Innovation is often portrayed as the organisational equivalent of ‘motherhood and apple pie’, yet in practice we know that it can generate some truly nightmarish outcomes. Yesterday’s report on the HBOS debacle is a striking, yet by no means isolated illustration of how seemingly ‘enterprising’ corporate leaders can overturn long-established organisational structures and practices (in this case, more than a century of socially and economically productive service as a mutually-owned building society, underpinned by financial probity), unleashing innovations whose destructive impact continues to reverberate.
I’m currently leading the team developing a new undergraduate module at The Open University, which explores innovation and entrepreneurship. Given the focus of this blog, you won’t be surprised that I’m keen to engage students with the challenge of examining (economically, socially and environmentally) ‘sustainable’ approaches to innovation and entrepreneurship and how they can be promoted. I’ve selected two sources here, which provide contrasting insights into this question:
Firstly, the entrepreneurship researcher William Baumol (1990) has provided us with a useful historical perspective on the differential (economic) impacts of entrepreneurial activity, distinguishing periods in which it has proved ‘productive’, ‘unproductive’ and outright ‘destructive’. In Baumol’s reading, much depends on the institutional conditions, since these influence the potential payoffs to different types of entrepreneurship – and looking back at the HBOS case, it’s easy to see how this makes intuitive sense. However, while institutional structures are clearly an important factor in these developments, it’s worth recalling that some financial institutions managed to side-step reckless innovation in pursuit of speculative gain, and the catastrophic failures that quickly ensured. This is why macro-level analysis needs to be complemented by an understanding of organisation-level factors.
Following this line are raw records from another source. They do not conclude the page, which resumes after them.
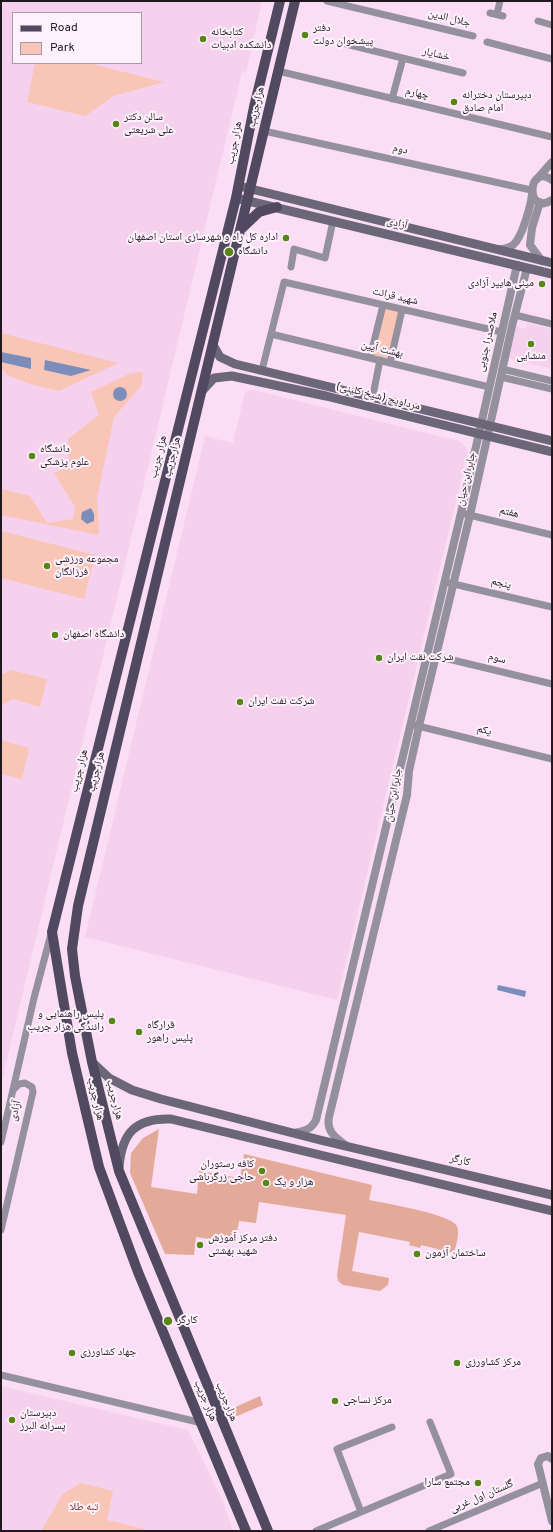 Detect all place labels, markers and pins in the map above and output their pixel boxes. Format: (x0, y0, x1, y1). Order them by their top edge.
place label: دفتر پیشخوان دولت (313, 22, 373, 48)
place label: کتابخانه دانشکده ادبيات (211, 26, 271, 52)
marker: دفتر پیشخوان دولت (300, 30, 310, 40)
marker: کتابخانه دانشکده ادبيات (198, 34, 208, 44)
place label: دبیرستان دخترانه امام صادق (462, 89, 532, 115)
marker: دبیرستان دخترانه امام صادق (449, 97, 459, 107)
place label: سالن دکتر علی شریعتی (124, 111, 174, 137)
marker: سالن دکتر علی شریعتی (111, 119, 121, 129)
place label: اداره کل راه و شهرسازی استان اصفهان (127, 231, 278, 245)
marker: اداره کل راه و شهرسازی استان اصفهان (281, 233, 291, 243)
place label: دانشگاه (238, 245, 268, 259)
marker: دانشگاه (223, 246, 235, 258)
place label: مینی هایپر آزادی (468, 277, 534, 291)
marker: مینی هایپر آزادی (537, 279, 547, 289)
marker: منشایی (526, 339, 536, 349)
place label: منشایی (516, 350, 546, 364)
place label: دانشگاه علوم پزشکی (40, 443, 89, 469)
marker: دانشگاه علوم پزشکی (27, 451, 37, 461)
place label: مجموعه ورزشی فرزانگان (55, 553, 119, 579)
marker: مجموعه ورزشی فرزانگان (42, 561, 52, 571)
place label: دانشگاه اصفهان (63, 628, 124, 642)
marker: دانشگاه اصفهان (50, 630, 60, 640)
place label: شرکت نقت ایران (387, 651, 454, 665)
marker: شرکت نقت ایران (374, 653, 384, 663)
place label: شرکت نفت ایران (248, 695, 315, 709)
marker: شرکت نفت ایران (235, 697, 245, 707)
place label: پلیس راهنمایی و رانندگی هزار جریب (27, 1008, 104, 1034)
marker: پلیس راهنمایی و رانندگی هزار جریب (107, 1016, 117, 1026)
place label: قرارگاه پلیس راهور (147, 1019, 193, 1045)
marker: قرارگاه پلیس راهور (134, 1027, 144, 1037)
place label: کافه رستوران حاجی زرگرباشی (189, 1158, 254, 1184)
marker: کافه رستوران حاجی زرگرباشی (257, 1166, 267, 1176)
place label: هزار و یک (274, 1176, 314, 1190)
marker: هزار و یک (261, 1178, 271, 1188)
place label: دفتر مرکز آموزش شهید بهشتی (208, 1232, 277, 1258)
marker: دفتر مرکز آموزش شهید بهشتی (195, 1240, 205, 1250)
place label: ساختمان آزمون (425, 1247, 486, 1261)
marker: ساختمان آزمون (412, 1249, 422, 1259)
place label: کارگر (177, 1314, 198, 1328)
marker: کارگر (162, 1315, 174, 1327)
place label: جهاد کشاورزی (80, 1346, 136, 1360)
marker: جهاد کشاورزی (67, 1348, 77, 1358)
place label: مرکز کشاورزی (465, 1356, 521, 1370)
marker: مرکز کشاورزی (452, 1358, 462, 1368)
place label: مرکز نساجی (343, 1394, 392, 1408)
marker: مرکز نساجی (330, 1396, 340, 1406)
place label: دبیرستان پسرانه البرز (20, 1407, 66, 1433)
marker: دبیرستان پسرانه البرز (7, 1415, 17, 1425)
place label: مجتمع سارا (424, 1476, 470, 1490)
marker: مجتمع سارا (473, 1478, 483, 1488)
In considering how to avoid destructive innovation within organisations, I’m drawn to a second, and somewhat different, source. In his (1854) novel, Hard Times, Charles Dickens dissected the damaging societal impact of the new Utilitarian ethic, which was cutting a swathe through Victorian Britain, spawning organisational innovations that ranged from the panopticon to the production line. Dickens’s depiction of the tragic relationship between Thomas Gradgrind and his immediate family may be criticised as overly-sentimental, yet it remains emblematic of modernist organisational cultures that continue to trample over human individuality and creativity in pursuit of ostensibly rational and progressive strategic goals. Here is Gradgrind, in conversation with his daughter Louisa, in a belated attempt to justify and make amends for his actions – before Dickens intervenes to deliver his damning verdict :
“‘I had proved my – my system to myself, and I have rigidly administered it; and I must bear the responsibility of its failures. I only entreat you to believe, my favourite child, that I have meant to do right.’ He said it earnestly, and to do him justice he had. In gauging fathomless deeps with his little mean excise-rod, and in staggering over the universe with his rusty stiff-legged compasses, he had meant to do great things. Within the limits of his short tether he had tumbled about, annihilating the flowers of existence with greater singleness of purpose than many of the blatant personages whose company he kept.” (Charles Dickens (1854) Hard Times, Book 3 – ‘The Garnering’, Chapter 1)
The Gradgrind effect could be interpreted as a case of top-down organisational innovation degrading its intrinsic innovative capacity. There is evidence that a managerial culture of fear, reinforced by metrics-based performance targets, can stifle innovation in today’s knowledge-intensive organisations. If the flowering of ‘healthy’ forms of creative, critical and innovative thinking falters, organisational performance is likely to deteriorate over time. This, in turn, provides both the space and the rationale, for well-meaning yet misguided managerial initiatives that seek to address symptoms of organisational dysfunction, rather than their underlying cause. In short, while HBOS may prove to be largely a case of destructive entrepreneurship driven by institutional pressures, I suspect that elsewhere the spirit of Gradgrind is still abroad – an equally potent driver of catastrophic innovation, whether acting in isolation, or at worst in combination with its Baumolian counterpart.